Copy each line of the records that contains the word "width".
-=-=-
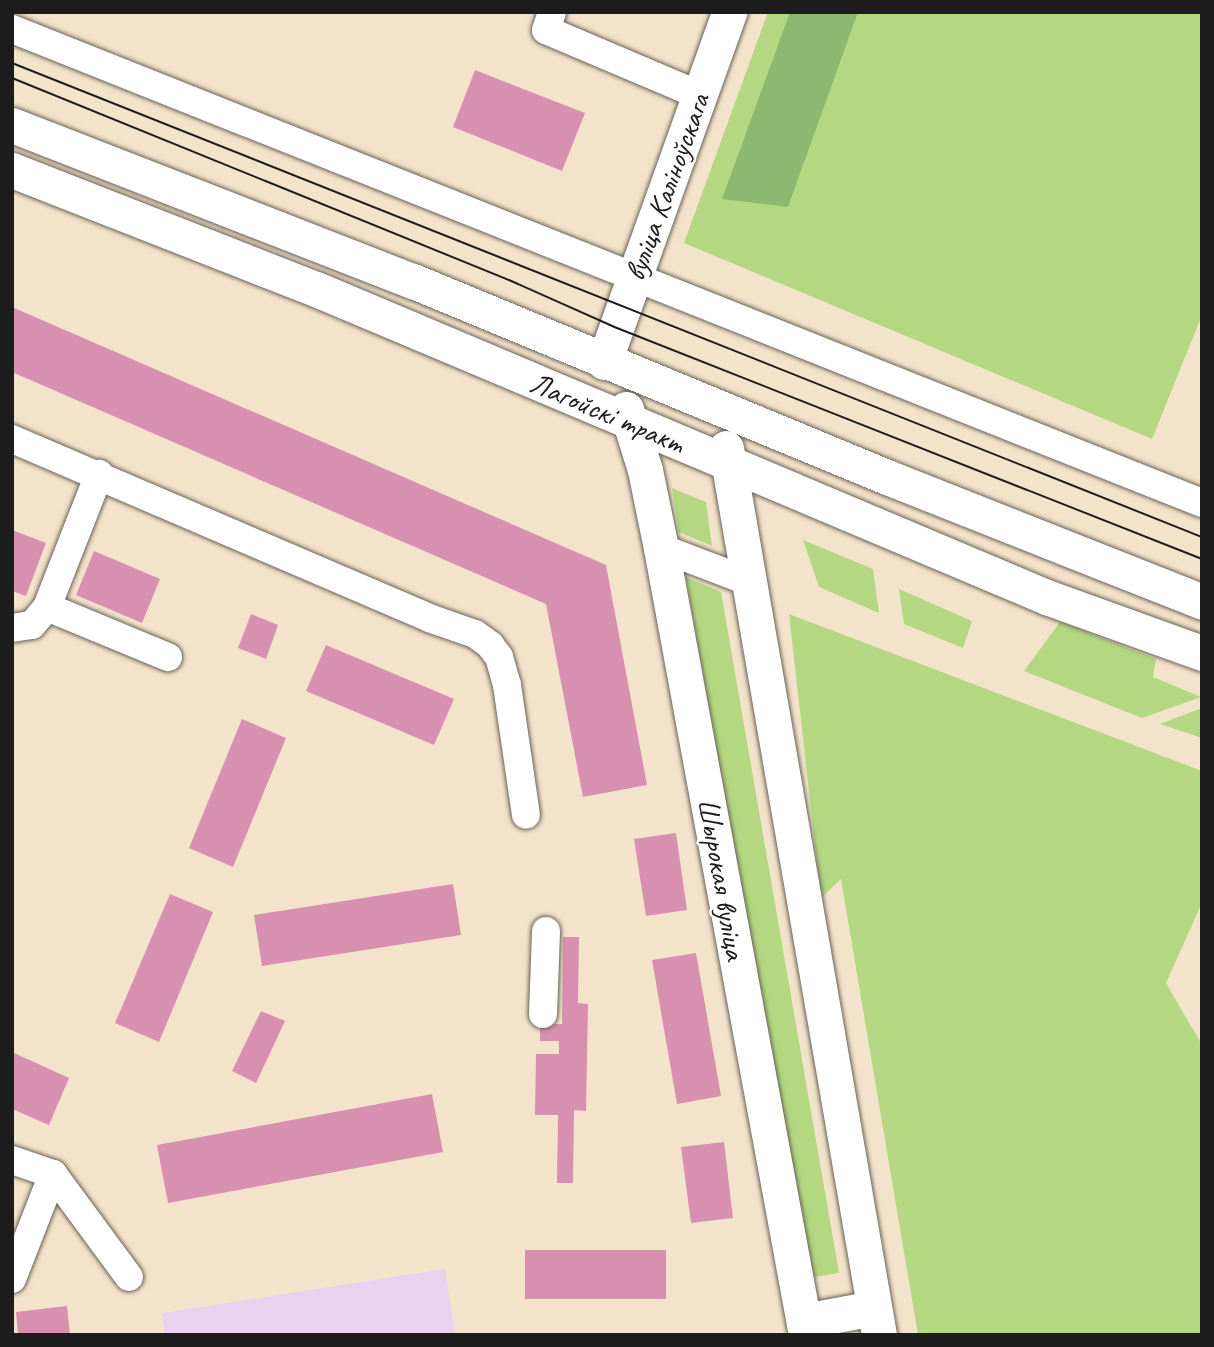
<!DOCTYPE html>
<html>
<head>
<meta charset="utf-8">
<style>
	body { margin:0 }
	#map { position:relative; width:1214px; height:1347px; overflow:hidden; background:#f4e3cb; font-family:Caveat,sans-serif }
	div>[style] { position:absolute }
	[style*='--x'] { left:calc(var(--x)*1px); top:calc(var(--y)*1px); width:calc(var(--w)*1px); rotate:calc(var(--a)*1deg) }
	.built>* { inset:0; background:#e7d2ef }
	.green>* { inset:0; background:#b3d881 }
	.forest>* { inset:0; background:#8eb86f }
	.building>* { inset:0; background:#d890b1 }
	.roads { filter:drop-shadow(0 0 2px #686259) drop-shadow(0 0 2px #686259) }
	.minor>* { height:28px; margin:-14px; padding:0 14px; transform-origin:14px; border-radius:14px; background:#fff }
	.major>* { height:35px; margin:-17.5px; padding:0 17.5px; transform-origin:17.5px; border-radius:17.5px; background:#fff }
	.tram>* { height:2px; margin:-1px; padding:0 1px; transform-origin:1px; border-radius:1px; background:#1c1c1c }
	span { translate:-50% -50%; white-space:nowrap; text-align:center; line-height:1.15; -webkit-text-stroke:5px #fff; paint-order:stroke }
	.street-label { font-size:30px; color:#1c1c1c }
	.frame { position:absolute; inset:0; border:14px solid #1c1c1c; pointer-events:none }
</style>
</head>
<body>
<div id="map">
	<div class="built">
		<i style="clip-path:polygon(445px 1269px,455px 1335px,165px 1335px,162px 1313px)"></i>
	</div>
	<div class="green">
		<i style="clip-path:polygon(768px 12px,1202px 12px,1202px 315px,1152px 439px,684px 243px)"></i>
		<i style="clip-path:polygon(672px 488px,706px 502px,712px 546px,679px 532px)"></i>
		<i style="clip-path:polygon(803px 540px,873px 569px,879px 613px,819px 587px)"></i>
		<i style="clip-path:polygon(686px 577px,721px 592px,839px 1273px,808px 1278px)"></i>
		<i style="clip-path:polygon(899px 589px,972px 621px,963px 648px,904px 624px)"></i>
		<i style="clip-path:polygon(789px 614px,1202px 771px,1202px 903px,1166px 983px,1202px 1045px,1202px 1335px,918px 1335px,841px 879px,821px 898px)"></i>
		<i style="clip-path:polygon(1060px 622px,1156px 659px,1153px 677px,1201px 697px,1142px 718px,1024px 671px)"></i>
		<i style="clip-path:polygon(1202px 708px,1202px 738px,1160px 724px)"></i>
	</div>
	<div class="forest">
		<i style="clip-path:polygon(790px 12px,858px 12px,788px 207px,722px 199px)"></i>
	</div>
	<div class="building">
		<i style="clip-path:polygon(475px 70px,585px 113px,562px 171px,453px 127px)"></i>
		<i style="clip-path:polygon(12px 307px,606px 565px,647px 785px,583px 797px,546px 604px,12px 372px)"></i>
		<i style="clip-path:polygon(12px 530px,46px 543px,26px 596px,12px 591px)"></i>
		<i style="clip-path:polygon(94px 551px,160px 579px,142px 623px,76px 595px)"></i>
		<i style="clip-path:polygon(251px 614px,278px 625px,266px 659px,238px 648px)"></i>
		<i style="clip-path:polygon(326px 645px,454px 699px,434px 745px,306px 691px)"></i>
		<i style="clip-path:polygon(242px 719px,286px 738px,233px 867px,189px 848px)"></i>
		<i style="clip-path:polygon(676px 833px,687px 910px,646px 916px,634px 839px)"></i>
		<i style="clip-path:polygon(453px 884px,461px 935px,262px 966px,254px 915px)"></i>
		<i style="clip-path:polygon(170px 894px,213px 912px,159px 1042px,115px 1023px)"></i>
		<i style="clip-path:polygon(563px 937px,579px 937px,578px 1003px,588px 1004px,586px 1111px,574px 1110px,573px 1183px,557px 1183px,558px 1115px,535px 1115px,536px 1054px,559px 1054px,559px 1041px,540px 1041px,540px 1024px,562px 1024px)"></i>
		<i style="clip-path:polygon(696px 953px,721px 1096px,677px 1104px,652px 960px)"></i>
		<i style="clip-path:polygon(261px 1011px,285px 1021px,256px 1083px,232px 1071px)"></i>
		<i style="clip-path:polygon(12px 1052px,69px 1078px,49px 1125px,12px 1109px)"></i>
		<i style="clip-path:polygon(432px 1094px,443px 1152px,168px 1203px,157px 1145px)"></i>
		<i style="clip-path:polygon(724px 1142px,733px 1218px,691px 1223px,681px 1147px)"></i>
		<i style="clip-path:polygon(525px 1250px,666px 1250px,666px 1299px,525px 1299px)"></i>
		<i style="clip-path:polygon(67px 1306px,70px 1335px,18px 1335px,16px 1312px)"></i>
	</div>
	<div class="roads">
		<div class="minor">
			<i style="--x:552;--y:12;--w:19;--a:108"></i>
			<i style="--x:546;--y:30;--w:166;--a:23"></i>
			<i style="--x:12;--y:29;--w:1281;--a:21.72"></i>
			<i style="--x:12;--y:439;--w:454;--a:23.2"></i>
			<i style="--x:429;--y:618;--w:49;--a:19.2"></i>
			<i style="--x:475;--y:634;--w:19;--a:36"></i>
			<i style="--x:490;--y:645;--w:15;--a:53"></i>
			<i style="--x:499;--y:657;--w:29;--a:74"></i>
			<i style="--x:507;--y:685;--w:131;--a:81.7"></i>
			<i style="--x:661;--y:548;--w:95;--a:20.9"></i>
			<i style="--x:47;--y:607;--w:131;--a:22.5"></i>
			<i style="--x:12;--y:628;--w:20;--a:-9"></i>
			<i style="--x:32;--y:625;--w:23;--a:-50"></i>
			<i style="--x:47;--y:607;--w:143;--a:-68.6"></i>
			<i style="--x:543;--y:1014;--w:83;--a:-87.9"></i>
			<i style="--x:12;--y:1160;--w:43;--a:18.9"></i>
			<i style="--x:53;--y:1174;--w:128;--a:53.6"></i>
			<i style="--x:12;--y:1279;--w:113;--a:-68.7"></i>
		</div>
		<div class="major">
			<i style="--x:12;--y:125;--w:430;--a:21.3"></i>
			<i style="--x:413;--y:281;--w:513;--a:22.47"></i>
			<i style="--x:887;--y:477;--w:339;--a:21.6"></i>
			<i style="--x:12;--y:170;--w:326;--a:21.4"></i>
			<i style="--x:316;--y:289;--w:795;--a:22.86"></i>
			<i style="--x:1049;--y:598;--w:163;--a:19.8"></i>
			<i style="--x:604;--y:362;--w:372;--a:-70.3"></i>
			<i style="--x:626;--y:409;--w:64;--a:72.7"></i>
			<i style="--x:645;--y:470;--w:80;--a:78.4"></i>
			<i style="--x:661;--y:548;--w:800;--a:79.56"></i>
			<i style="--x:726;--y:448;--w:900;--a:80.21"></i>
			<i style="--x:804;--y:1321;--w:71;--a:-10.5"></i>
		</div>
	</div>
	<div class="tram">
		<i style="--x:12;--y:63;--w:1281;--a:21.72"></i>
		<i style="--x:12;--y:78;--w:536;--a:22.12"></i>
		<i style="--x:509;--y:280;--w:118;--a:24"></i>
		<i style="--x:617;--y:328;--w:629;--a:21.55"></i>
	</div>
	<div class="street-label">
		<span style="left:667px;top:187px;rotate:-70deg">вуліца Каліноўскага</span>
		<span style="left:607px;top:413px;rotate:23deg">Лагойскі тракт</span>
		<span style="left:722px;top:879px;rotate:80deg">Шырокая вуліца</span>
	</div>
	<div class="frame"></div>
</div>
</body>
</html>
-=-=-
**Task result**:
	#map { position:relative; width:1214px; height:1347px; overflow:hidden; background:#f4e3cb; font-family:Caveat,sans-serif }
	[style*='--x'] { left:calc(var(--x)*1px); top:calc(var(--y)*1px); width:calc(var(--w)*1px); rotate:calc(var(--a)*1deg) }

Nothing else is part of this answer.